L-Fabp expression decreased 10-fold following HSC activation, concomitant with depletion of LDs. Primary HSCs isolated from L-FABP−/− mice contain fewer LDs than wild-type (WT) HSCs, and exhibit up-regulated expression of genes involved in HSC activation. Adenoviral L-Fabp transduction inhibited activation of passaged WT HSCs and increased both the expression

of prolipogenic genes and also augmented intracellular lipid accumulation, including triglyceride and FA, predominantly palmitate. Freshly isolated HSCs from L-FABP−/− mice correspondingly exhibited decreased palmitate in the free FA pool. To investigate whether L-FABP deletion promotes Selleck HIF inhibitor HSC activation in vivo, we fed L-FABP−/− and WT mice a high-fat diet supplemented with trans-fatty acids and fructose (TFF). TFF-fed L-FABP−/− mice exhibited reduced hepatic steatosis along with decreased LD abundance and size compared to WT mice. In addition, TFF-fed L-FABP−/− mice exhibited decreased hepatic fibrosis, with reduced expression of fibrogenic genes, compared to WT mice.
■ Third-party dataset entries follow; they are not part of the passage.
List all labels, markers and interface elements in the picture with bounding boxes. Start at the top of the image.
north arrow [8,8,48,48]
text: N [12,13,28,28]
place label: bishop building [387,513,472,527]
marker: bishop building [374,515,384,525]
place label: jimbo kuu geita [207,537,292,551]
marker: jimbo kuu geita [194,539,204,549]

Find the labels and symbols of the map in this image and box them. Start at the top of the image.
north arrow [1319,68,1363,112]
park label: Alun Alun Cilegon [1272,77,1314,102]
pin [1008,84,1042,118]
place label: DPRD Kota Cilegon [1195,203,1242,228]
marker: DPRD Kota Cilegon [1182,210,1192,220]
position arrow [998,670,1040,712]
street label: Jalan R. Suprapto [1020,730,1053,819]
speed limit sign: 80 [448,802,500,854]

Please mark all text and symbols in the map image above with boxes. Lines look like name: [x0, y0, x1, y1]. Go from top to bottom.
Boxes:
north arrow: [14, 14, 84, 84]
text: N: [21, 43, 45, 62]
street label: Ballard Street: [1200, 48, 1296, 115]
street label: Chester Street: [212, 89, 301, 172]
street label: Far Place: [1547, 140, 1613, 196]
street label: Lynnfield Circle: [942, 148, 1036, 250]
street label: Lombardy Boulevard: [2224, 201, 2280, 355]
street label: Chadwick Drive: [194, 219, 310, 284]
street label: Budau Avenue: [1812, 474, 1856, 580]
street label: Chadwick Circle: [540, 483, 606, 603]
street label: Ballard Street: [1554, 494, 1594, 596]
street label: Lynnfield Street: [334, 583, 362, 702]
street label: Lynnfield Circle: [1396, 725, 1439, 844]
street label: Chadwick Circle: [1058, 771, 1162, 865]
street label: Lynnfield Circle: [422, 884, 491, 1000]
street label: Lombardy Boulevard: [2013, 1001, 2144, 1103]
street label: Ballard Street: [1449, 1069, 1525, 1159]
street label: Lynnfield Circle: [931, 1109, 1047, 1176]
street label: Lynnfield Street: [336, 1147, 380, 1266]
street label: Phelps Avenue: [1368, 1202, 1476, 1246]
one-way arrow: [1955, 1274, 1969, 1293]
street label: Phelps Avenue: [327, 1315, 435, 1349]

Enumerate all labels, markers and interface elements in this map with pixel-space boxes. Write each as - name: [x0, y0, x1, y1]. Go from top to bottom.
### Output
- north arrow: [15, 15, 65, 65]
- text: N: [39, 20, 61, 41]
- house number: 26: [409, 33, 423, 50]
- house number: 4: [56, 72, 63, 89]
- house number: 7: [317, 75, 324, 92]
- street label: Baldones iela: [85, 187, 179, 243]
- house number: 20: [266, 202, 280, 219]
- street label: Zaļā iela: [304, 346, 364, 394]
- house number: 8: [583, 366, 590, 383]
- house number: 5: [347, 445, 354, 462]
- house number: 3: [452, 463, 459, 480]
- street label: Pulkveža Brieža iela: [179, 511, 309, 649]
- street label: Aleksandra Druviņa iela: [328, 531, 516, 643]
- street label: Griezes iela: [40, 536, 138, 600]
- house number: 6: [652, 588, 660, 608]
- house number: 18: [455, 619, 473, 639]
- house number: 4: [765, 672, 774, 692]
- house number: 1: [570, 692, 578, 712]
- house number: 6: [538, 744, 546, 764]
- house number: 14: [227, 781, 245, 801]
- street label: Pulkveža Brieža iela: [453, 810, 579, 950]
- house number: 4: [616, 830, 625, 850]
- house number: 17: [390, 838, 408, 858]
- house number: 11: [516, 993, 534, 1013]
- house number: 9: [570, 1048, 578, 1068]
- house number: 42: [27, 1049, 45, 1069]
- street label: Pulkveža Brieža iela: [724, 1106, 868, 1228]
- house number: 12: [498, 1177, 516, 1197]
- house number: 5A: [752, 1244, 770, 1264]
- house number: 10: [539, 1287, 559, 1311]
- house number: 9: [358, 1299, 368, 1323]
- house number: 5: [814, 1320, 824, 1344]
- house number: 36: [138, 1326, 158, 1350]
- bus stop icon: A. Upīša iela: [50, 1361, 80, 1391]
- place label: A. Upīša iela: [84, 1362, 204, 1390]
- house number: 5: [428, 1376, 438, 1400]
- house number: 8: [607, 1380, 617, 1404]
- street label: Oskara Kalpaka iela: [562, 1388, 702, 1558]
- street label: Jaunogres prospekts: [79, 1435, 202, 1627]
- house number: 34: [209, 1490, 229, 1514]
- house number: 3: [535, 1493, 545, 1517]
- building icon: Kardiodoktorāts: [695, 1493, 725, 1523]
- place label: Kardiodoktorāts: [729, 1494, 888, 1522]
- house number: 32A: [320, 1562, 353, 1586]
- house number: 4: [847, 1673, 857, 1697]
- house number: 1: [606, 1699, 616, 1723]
Conclusion: L-FABP deletion

attenuates both diet-induced hepatic steatosis and fibrogenesis, despite the observation that L-Fabp paradoxically promotes FA and LD accumulation and inhibits HSC activation in vitro. These findings highlight the importance of cell-specific modulation of hepatic lipid metabolism in promoting fibrogenesis in nonalcoholic fatty liver disease. (Hepatology 2013) Nonalcoholic fatty liver disease (NAFLD) encompasses a selleck compound spectrum of pathology ranging from simple steatosis to nonalcoholic steatohepatitis (NASH) and cirrhosis.1 Neutral lipid storage in hepatocytes, principally in the form of triglyceride, predisposes individuals to the subsequent development and progression of NASH,2 although much is still poorly understood regarding the metabolic regulation and clinical significance of distinctive storage pools of intrahepatic Protein kinase N1 lipid. Among these intracellular storage compartments, lipid droplets (LDs) have emerged as a focal point of interest.3

LDs are specialized spherical organelles composed of a core of neutral lipids surrounded by proteins known as perilipins (Plins), which play key roles in regulating aspects of intracellular trafficking, signaling, and cytoskeletal organization.4 Understanding the pathways that regulate metabolic flux in LDs is likely to provide insight into the mechanisms of lipid-mediated liver injury.5 Hepatic stellate cells (HSCs) are the major effectors of hepatic fibrogenesis, characterized in their quiescent state by abundant LDs containing predominantly retinyl esters, triglyceride, and cholesterol ester along with cholesterol, phospholipids, and fatty acids (FAs).6, 7 In the course of hepatic injury, quiescent HSCs undergo phenotypic changes including enhanced cell proliferation, loss of LDs, expression of α-smooth muscle actin (α-SMA), and excessive production of extracellular matrix (ECM).